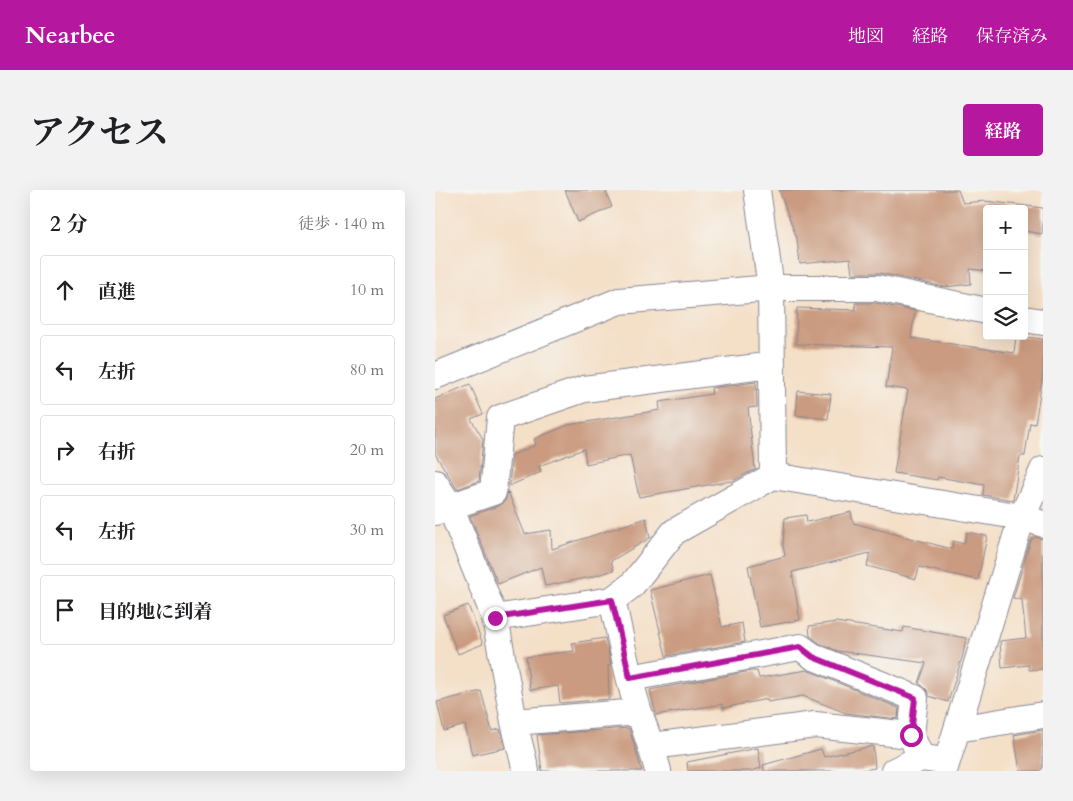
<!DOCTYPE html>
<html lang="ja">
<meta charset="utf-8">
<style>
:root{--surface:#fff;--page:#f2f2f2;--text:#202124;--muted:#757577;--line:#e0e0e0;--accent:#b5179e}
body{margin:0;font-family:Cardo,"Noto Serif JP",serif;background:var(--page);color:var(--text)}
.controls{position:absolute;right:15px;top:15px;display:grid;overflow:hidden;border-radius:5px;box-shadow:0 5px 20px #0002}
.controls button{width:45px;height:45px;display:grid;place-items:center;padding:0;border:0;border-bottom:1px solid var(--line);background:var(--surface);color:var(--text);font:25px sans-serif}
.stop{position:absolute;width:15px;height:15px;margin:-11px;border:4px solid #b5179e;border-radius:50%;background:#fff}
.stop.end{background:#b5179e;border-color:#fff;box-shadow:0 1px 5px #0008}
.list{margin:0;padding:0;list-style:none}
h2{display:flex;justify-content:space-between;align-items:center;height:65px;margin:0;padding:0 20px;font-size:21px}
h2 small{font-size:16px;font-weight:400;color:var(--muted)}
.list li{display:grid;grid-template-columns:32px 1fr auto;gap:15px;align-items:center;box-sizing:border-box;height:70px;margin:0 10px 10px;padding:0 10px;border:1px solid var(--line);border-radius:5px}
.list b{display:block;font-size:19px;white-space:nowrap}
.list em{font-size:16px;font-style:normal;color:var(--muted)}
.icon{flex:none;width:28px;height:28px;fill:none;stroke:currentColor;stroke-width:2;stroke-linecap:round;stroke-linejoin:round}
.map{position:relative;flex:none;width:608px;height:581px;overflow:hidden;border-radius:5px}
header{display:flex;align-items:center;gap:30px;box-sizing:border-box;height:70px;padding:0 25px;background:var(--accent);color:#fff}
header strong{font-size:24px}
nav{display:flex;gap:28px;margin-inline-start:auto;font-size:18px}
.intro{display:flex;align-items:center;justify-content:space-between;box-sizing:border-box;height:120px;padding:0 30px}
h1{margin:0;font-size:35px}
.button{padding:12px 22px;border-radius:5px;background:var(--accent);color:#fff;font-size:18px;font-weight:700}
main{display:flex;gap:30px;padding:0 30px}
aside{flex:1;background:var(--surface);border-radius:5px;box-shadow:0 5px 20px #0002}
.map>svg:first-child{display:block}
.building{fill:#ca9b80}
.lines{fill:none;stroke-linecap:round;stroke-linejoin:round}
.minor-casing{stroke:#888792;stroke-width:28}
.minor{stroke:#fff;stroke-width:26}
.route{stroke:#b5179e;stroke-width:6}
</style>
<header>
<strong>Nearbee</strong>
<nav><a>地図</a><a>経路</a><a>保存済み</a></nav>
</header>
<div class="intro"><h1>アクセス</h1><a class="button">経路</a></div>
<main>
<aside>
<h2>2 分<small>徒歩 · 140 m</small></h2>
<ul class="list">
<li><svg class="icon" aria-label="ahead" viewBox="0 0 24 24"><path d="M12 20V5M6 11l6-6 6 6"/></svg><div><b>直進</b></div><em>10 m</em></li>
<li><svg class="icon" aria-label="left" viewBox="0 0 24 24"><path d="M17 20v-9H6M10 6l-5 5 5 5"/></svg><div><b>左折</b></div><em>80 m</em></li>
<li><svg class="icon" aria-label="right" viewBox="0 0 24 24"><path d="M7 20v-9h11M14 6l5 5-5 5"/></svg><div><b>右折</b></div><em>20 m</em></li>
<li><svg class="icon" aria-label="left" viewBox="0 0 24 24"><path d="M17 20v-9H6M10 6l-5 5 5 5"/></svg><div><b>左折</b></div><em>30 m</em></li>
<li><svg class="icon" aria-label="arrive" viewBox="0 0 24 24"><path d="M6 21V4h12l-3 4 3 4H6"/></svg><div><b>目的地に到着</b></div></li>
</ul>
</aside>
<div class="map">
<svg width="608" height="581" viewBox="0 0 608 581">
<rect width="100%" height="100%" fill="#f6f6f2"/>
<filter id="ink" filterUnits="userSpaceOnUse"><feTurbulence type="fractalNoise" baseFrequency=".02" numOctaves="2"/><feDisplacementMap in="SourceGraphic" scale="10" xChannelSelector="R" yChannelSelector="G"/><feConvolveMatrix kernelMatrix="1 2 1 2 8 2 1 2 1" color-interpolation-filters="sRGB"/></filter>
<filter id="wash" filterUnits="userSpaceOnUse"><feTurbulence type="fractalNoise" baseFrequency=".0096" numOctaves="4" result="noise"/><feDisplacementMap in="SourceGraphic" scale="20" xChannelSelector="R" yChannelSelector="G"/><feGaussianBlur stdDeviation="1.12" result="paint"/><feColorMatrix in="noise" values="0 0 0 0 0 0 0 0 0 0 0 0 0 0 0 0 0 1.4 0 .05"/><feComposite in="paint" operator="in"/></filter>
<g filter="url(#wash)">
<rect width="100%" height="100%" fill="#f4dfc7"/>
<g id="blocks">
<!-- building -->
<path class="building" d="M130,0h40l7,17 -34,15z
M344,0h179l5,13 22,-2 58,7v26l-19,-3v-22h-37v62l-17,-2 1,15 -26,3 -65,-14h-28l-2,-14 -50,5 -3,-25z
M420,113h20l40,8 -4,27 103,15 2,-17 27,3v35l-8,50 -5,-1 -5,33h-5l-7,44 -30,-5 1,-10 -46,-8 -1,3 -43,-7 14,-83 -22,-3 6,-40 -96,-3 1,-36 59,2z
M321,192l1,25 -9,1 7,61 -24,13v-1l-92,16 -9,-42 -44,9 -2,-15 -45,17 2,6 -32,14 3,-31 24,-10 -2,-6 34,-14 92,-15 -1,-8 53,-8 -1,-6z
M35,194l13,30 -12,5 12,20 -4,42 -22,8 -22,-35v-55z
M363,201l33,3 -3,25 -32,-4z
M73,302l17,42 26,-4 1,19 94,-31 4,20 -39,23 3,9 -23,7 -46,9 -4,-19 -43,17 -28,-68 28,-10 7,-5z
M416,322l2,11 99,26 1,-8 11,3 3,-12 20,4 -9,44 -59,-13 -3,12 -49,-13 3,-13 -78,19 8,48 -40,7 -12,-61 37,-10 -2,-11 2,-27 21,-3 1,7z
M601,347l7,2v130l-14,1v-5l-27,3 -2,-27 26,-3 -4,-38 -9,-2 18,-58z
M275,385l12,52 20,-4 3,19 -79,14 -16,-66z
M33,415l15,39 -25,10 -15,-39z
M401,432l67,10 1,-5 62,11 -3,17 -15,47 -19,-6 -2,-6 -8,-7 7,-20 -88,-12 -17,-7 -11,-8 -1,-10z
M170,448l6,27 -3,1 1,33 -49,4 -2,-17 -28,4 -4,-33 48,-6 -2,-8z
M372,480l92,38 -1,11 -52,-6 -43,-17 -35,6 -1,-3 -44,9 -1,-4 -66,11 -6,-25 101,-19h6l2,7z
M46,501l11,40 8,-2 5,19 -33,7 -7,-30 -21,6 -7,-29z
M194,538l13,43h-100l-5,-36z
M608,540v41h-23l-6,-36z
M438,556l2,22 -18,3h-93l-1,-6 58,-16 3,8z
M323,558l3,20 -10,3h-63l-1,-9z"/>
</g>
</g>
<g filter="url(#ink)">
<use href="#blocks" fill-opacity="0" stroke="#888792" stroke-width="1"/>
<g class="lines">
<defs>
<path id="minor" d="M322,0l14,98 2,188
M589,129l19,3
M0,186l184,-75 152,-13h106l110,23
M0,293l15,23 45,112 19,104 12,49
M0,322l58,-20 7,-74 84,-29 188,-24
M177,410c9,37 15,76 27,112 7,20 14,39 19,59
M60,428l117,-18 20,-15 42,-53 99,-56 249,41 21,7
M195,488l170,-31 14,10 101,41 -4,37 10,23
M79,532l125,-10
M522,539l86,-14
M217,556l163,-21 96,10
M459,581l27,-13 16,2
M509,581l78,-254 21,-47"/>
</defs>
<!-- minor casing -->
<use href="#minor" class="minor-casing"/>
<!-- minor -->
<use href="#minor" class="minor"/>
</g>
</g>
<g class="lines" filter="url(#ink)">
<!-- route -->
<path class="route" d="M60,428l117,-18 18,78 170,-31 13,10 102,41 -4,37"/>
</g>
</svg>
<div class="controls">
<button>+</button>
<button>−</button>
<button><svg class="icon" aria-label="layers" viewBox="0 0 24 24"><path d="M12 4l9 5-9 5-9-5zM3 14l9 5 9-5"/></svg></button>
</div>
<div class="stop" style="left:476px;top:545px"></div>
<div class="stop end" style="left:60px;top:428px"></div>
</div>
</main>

[Task requirements] Please state how many lines of the listing contain the string "absolute". Give only that number.

[Task solution] 2